The deal includes $700 million in cash along with 11 million shares of Coinbase, according to a blog post from the company.
“This acquisition is not just a simple addition, but a cornerstone of our vision to build the most comprehensive, compliant, and user-friendly derivatives platform worldwide,” the blog post reads. “We are excited for the future and look forward to welcoming Deribit into the Coinbase family as we shape the next phase of the crypto market together.”
A Bold Step in Crypto M&A Activity
The acquisition of Deribit is the latest in a series of high-profile mergers and acquisitions (M&A) in the crypto space. While deal volume in the industry has remained relatively small, the size of transactions is on the rise, fueled by a renewed optimism in the market following President Donald Trump’s reelection, with many speculating that crypto regulations will ease.
Earlier in the month, Ripple, a crypto payment firm, announced it would acquire brokerage house Hidden Road for $1.25 billion.

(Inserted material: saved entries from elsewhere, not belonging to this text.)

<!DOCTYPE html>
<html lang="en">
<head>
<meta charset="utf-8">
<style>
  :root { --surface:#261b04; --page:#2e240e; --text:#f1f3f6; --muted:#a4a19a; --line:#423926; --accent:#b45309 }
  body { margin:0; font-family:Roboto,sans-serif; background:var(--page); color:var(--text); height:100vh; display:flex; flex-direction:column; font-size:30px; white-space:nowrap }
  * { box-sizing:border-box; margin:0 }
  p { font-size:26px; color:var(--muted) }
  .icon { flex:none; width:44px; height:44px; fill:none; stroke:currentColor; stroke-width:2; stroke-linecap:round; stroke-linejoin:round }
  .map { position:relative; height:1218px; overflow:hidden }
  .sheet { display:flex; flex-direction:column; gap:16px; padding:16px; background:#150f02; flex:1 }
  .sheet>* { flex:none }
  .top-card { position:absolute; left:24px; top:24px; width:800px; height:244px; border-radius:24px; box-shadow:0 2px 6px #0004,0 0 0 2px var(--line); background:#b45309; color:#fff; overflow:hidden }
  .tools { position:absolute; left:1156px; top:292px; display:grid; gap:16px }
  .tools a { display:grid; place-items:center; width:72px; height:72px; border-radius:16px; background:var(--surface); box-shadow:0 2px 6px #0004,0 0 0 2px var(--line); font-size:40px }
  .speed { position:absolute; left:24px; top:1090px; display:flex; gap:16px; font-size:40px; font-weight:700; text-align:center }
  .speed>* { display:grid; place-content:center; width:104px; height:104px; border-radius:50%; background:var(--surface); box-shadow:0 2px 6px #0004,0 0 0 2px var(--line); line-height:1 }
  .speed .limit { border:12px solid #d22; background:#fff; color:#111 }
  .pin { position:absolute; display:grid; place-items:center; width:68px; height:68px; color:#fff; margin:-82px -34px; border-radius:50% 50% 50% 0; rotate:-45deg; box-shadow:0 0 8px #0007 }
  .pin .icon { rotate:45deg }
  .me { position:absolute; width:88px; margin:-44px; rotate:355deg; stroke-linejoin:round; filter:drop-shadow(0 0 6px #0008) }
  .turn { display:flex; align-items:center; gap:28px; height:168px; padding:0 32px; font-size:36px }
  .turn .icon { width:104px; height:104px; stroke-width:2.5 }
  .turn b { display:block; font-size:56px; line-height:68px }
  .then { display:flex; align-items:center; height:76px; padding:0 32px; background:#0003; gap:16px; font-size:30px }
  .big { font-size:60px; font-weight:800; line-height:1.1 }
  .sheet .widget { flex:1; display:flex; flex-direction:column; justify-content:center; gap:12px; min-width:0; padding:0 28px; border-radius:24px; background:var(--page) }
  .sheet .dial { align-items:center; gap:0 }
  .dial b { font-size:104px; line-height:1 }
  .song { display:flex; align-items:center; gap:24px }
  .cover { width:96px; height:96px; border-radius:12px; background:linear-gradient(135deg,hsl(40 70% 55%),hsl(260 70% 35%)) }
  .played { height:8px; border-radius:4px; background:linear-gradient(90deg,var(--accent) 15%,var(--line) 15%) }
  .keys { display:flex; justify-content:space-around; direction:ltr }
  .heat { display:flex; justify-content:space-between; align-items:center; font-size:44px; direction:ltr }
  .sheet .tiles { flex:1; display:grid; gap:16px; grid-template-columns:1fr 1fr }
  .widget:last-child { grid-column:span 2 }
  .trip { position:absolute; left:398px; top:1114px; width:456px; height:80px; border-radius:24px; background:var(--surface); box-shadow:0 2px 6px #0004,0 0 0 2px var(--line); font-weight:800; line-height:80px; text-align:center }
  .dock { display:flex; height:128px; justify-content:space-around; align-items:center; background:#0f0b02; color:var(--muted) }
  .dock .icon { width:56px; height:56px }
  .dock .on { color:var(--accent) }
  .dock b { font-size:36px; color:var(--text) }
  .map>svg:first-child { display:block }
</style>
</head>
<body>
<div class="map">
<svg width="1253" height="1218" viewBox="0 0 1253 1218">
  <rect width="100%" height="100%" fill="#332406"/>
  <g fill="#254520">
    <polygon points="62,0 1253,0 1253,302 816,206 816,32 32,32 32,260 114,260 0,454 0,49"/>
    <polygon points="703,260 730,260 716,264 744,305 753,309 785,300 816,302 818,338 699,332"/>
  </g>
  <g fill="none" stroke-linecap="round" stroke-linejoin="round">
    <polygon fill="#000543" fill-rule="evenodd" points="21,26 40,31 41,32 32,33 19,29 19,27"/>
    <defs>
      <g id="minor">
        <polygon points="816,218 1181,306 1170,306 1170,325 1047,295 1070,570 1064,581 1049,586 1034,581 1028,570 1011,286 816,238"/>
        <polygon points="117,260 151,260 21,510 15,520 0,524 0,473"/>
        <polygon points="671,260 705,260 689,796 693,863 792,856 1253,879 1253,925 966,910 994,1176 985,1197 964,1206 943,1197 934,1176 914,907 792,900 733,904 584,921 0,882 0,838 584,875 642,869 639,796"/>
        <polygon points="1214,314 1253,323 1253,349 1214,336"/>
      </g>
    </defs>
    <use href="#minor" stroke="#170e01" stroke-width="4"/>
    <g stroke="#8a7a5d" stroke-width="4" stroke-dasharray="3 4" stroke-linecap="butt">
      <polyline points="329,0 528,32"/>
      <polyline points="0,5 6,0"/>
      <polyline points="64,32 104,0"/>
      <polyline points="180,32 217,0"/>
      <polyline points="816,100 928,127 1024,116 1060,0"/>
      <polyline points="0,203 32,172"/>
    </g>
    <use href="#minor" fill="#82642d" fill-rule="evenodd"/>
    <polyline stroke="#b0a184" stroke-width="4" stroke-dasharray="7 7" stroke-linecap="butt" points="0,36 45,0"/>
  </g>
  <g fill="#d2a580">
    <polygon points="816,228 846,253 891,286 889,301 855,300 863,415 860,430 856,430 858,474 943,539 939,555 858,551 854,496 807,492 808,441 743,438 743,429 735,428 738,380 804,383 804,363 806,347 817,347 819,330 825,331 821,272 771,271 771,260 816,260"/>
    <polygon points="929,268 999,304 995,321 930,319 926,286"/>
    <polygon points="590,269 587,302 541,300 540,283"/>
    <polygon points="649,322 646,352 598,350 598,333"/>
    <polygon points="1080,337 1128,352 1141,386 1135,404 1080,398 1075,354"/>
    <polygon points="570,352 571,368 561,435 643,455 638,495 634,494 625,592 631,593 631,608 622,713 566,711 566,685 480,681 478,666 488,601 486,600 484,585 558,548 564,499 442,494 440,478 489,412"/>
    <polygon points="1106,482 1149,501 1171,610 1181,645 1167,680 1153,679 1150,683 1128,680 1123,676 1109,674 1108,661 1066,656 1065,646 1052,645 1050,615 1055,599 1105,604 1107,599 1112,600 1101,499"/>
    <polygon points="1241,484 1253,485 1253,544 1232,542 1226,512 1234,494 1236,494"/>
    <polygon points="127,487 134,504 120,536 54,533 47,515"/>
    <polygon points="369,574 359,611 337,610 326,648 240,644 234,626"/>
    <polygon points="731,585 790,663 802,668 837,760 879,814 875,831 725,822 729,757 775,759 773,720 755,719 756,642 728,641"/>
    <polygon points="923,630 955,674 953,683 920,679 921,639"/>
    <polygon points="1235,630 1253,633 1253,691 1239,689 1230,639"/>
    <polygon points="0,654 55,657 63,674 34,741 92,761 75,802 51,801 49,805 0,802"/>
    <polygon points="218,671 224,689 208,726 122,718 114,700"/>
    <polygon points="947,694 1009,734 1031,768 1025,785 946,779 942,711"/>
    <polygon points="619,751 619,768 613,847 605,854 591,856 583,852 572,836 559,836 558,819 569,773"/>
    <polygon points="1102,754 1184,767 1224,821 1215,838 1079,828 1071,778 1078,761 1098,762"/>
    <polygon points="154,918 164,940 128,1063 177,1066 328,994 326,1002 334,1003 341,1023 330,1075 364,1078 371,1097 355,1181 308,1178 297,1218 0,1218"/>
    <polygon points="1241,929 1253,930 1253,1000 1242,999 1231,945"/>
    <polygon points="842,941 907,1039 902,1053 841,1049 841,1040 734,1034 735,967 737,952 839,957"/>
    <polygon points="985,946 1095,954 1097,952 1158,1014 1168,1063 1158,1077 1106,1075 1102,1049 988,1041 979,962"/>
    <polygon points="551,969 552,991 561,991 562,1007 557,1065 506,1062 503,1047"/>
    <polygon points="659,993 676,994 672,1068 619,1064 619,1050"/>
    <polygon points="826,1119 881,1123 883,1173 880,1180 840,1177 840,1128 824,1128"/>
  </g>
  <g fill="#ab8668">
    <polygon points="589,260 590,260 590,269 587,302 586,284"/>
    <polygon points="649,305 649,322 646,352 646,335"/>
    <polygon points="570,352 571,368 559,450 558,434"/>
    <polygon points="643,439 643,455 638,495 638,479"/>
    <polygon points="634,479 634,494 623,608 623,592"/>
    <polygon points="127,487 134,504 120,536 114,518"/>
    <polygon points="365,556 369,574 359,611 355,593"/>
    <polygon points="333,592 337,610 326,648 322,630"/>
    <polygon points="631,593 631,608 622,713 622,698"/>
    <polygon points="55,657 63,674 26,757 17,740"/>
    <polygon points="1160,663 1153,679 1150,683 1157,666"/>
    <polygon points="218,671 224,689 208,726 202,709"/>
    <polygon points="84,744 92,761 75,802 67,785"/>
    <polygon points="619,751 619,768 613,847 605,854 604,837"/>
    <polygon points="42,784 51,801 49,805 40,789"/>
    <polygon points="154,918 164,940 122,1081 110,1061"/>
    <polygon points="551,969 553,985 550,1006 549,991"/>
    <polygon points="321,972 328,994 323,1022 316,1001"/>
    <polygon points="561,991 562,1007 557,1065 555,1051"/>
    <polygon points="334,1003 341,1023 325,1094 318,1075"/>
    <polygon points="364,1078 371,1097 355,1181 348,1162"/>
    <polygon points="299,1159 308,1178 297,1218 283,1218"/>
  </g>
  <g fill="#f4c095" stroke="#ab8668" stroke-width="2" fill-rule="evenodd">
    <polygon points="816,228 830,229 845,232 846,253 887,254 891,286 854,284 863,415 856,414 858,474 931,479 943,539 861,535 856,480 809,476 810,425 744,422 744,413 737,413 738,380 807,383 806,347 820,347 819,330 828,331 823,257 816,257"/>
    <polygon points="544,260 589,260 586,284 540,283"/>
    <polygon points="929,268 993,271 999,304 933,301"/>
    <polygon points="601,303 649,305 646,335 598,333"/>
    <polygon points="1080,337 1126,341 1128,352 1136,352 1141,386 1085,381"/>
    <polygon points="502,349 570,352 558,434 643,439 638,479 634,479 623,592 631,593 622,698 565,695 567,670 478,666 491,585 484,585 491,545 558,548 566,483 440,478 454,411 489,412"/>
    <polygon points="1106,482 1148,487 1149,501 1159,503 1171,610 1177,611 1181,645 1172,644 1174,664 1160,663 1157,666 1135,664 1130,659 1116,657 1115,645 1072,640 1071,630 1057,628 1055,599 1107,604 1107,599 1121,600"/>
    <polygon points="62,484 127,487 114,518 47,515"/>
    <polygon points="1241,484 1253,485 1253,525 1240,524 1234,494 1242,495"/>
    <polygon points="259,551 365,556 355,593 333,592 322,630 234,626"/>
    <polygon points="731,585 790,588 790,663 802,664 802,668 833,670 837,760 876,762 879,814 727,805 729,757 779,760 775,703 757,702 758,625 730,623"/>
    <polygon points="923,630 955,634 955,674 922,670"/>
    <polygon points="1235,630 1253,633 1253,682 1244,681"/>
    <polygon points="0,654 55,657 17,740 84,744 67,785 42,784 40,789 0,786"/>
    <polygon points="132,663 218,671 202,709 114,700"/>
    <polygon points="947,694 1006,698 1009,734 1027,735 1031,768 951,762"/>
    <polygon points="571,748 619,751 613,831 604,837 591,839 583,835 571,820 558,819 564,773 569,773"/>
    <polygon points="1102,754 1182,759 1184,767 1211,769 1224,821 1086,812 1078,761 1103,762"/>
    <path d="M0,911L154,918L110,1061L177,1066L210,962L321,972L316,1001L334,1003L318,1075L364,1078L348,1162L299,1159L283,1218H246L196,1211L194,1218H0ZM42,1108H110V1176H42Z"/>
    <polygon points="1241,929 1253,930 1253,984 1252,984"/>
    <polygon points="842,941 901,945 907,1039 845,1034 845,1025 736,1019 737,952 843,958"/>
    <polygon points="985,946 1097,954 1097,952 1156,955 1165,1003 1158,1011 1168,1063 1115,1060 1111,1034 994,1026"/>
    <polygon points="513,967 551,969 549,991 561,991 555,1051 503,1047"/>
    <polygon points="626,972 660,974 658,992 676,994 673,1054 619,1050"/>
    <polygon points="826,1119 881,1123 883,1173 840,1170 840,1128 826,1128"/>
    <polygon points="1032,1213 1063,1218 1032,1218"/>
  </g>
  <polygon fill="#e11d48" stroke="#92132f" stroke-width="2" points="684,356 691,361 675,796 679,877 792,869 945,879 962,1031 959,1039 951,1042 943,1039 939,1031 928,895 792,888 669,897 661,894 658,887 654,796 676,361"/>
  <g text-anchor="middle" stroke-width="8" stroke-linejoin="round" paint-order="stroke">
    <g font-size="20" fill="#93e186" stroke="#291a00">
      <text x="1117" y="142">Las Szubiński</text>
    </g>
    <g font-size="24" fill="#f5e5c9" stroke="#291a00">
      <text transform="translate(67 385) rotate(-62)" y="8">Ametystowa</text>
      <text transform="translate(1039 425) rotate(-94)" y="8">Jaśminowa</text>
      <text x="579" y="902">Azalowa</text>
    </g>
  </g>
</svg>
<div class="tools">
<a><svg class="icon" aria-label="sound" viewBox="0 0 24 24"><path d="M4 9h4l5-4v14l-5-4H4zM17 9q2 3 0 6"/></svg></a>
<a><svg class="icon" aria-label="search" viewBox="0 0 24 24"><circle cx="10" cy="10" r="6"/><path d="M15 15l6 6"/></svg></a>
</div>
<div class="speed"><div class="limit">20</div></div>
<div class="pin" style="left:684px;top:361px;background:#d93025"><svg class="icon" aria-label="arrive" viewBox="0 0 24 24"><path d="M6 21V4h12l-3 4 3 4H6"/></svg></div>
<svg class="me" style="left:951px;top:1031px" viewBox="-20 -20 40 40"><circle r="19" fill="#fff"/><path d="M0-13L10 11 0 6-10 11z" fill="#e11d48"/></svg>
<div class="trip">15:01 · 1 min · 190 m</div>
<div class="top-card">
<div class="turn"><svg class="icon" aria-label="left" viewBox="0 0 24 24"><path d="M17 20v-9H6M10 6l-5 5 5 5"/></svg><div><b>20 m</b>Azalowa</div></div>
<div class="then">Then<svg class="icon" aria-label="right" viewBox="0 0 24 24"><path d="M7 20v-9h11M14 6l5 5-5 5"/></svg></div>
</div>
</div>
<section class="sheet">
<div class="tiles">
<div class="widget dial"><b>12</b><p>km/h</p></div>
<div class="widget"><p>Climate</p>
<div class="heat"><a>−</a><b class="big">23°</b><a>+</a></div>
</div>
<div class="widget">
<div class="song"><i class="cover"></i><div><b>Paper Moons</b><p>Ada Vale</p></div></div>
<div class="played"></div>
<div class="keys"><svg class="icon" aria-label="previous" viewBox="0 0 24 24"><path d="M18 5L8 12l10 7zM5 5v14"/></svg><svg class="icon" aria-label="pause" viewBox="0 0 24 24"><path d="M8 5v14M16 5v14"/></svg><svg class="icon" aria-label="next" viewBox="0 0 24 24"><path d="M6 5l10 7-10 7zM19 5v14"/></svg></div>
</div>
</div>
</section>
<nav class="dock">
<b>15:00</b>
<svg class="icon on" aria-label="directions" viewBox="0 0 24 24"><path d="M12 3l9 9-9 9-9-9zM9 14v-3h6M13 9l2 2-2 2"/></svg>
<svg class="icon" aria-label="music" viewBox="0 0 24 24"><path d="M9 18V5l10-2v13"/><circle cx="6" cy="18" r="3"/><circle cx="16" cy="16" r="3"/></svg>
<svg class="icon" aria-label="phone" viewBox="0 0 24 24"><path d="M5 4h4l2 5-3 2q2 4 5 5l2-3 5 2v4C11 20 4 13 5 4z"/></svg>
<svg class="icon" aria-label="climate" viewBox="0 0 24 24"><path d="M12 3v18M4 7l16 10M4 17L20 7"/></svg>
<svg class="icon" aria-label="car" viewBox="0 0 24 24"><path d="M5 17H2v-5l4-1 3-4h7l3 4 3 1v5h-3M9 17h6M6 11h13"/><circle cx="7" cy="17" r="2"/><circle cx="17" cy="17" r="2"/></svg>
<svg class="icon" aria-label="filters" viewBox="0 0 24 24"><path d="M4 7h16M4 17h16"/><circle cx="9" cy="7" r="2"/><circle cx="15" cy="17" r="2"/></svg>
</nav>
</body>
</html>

This follows the U.S. Securities and Exchange Commission (SEC) dropping its case against Ripple in March, which had accused the company of conducting an illegal securities offering.
In another major deal, cryptocurrency exchange Kraken revealed its plans to acquire retail futures trading platform NinjaTrader for $1.5 billion in March. These moves highlight the increasing activity in the crypto space, particularly in the acquisition of companies that can bolster market reach and operational capabilities.

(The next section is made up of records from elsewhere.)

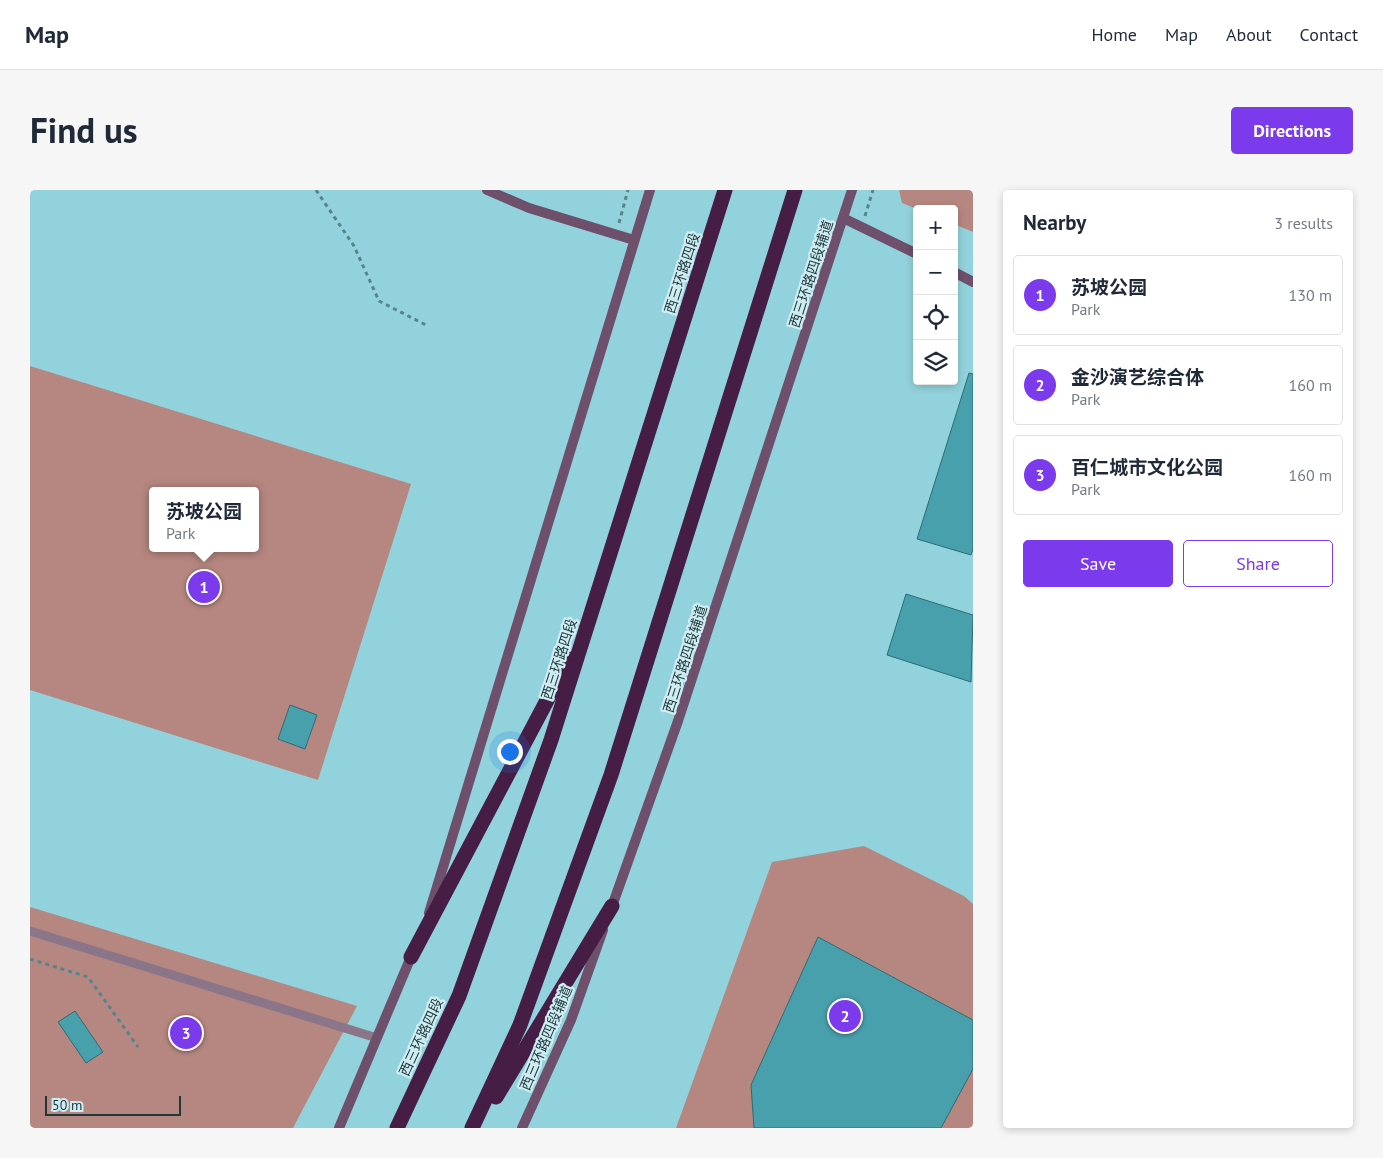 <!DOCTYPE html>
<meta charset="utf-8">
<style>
body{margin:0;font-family:"PT Sans","Noto Sans SC",sans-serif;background:#f6f6f7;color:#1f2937}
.controls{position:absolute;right:15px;top:15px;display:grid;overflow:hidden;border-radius:5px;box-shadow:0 2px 8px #0003}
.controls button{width:45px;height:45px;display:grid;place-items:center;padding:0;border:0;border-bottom:1px solid #e0e1e3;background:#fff;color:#1f2937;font:25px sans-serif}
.scale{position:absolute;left:15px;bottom:12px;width:136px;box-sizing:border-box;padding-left:5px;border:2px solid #1d373b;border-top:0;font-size:14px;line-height:18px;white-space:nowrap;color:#1d373b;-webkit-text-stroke:4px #ceecf1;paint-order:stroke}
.you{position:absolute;left:479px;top:561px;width:18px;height:18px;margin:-12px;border:4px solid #fff;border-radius:50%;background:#1a73e8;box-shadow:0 0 0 8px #1a73e833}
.badge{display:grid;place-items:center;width:32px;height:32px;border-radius:50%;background:#7c3aed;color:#fff;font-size:16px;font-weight:700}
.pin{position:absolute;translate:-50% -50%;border:2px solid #fff;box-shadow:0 1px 5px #0006}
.popup{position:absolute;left:119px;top:297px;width:110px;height:65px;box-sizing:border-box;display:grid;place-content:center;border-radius:5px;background:#fff;filter:drop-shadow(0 1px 4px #0005);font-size:16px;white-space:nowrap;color:#747a83}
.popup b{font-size:19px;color:#1f2937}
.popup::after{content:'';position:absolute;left:50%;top:100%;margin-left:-10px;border:10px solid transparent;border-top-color:#fff}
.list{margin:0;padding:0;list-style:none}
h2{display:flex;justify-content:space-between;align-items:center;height:65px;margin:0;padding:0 20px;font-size:21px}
h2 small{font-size:16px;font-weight:400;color:#747a83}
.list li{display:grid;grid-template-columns:32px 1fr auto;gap:15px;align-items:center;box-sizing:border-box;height:80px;margin:0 10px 10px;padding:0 10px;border:1px solid #e0e1e3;border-radius:5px}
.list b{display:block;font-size:19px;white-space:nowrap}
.list p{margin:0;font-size:16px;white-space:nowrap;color:#747a83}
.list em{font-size:16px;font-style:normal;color:#747a83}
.actions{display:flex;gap:10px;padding:15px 20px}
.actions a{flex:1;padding:11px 0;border:1px solid #7c3aed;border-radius:5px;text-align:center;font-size:18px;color:#7c3aed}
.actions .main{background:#7c3aed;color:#fff}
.icon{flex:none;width:28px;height:28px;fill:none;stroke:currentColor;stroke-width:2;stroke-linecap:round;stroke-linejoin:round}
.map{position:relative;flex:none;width:943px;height:938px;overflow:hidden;border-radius:5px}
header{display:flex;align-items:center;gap:30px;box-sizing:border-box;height:70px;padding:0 25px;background:#fff;border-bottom:1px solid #e0e1e3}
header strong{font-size:24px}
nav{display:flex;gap:28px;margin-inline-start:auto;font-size:18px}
.intro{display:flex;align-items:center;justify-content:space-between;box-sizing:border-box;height:120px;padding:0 30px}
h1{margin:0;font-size:35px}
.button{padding:12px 22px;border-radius:5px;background:#7c3aed;color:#fff;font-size:18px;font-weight:700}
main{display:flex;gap:30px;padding:0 30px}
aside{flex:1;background:#fff;border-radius:5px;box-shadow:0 2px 8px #0003}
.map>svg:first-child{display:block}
.green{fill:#b68780;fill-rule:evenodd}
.building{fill:#49a0ad;stroke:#2d6c75}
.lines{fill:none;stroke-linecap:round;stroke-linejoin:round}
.path{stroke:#57848b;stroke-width:3;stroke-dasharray:4 4;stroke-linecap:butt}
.lane{stroke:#8b7689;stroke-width:9}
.secondary{stroke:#6e506c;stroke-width:10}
.highway{stroke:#461e45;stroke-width:15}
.labels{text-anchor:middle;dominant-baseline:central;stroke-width:4.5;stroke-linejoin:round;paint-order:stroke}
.street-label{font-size:14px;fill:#1d373b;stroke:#ceecf1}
</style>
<header>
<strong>Map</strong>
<nav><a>Home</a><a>Map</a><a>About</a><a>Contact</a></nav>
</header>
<div class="intro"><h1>Find us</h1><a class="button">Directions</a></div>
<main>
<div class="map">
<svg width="943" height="938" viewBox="0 0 943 938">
<rect width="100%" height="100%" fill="#92d2dc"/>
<g class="green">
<path d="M869 0H943V42L924 34V19H887L872 13Z"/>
<path d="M0 176 381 294 288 590 0 500ZM123 301H225V358H123Z"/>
<path d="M834 656 934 706 943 714V938H646L742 672Z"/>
<path d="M0 717 327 816 263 938H0Z"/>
</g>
<g class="building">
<path d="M939 183 943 184V359L941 365 887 349Z"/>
<path d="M876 404 943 425 941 492 857 465Z"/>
<path d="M260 515 287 525 275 559 248 549Z"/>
<path d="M788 747 943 830V879L911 938H724L721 895Z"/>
<path d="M45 821 73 862 56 873 28 832Z"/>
</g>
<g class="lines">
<g class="path">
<path d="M286 0 324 56 349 111 396 135"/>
<path d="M835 26 843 0"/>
<path d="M589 33 598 0"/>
<path d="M0 769 58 787 108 857"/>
</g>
<path class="lane" d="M0 741 347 848"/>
<g class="secondary">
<path d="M457 0 499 18 604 50"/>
<path d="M813 28 887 64"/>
<path d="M924 82 943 92"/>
<path d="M580 722 648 531 822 0"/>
<path d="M399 723 620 0"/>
<path d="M309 938 383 762"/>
<path d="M492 938 541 830 573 740"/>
</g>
<g class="highway">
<path d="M381 767 539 469"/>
<path d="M466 907 582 716"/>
<path d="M367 938 429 806 521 550 695 0"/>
<path d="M442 938 490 835 581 585 765 0"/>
</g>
</g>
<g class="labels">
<g class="street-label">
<text transform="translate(652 83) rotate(-72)">西三环路四段</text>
<text transform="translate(781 84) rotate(-72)">西三环路四段辅道</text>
<text transform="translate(529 469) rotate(-72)">西三环路四段</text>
<text transform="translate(655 469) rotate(-72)">西三环路四段辅道</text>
<text transform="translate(391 847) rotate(-65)">西三环路四段</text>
<text transform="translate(516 848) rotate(-67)">西三环路四段辅道</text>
</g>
</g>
</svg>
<div class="controls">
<button>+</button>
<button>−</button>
<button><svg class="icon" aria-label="locate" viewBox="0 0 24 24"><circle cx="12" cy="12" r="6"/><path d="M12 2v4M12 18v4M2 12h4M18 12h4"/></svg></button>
<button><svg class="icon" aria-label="layers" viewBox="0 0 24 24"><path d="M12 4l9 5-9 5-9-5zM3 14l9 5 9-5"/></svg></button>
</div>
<div class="scale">50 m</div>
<div class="you"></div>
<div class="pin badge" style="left:174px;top:397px">1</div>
<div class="popup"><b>苏坡公园</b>Park</div>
<div class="pin badge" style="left:815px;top:826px">2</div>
<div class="pin badge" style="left:156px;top:843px">3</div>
</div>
<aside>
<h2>Nearby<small>3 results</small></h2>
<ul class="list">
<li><span class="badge">1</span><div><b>苏坡公园</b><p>Park</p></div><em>130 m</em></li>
<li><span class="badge">2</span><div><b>金沙演艺综合体</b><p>Park</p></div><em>160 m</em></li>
<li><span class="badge">3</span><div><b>百仁城市文化公园</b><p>Park</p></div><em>160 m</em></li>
</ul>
<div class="actions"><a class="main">Save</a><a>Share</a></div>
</aside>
</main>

In addition to these M&A activities, venture capital funding in the crypto and blockchain sectors is surging. In Q1 2025, venture funding reached $3.8 billion across 220 deals, a massive 138% increase from the $1.6 billion raised in the previous quarter. The rise in funding reflects investor confidence in Web3 startups and blockchain-based businesses.
However, a significant portion of the funding in Q1 came from Binance’s $2 billion investment from the Abu Dhabi-based MGX, which remains the single-largest investment into a crypto company to date.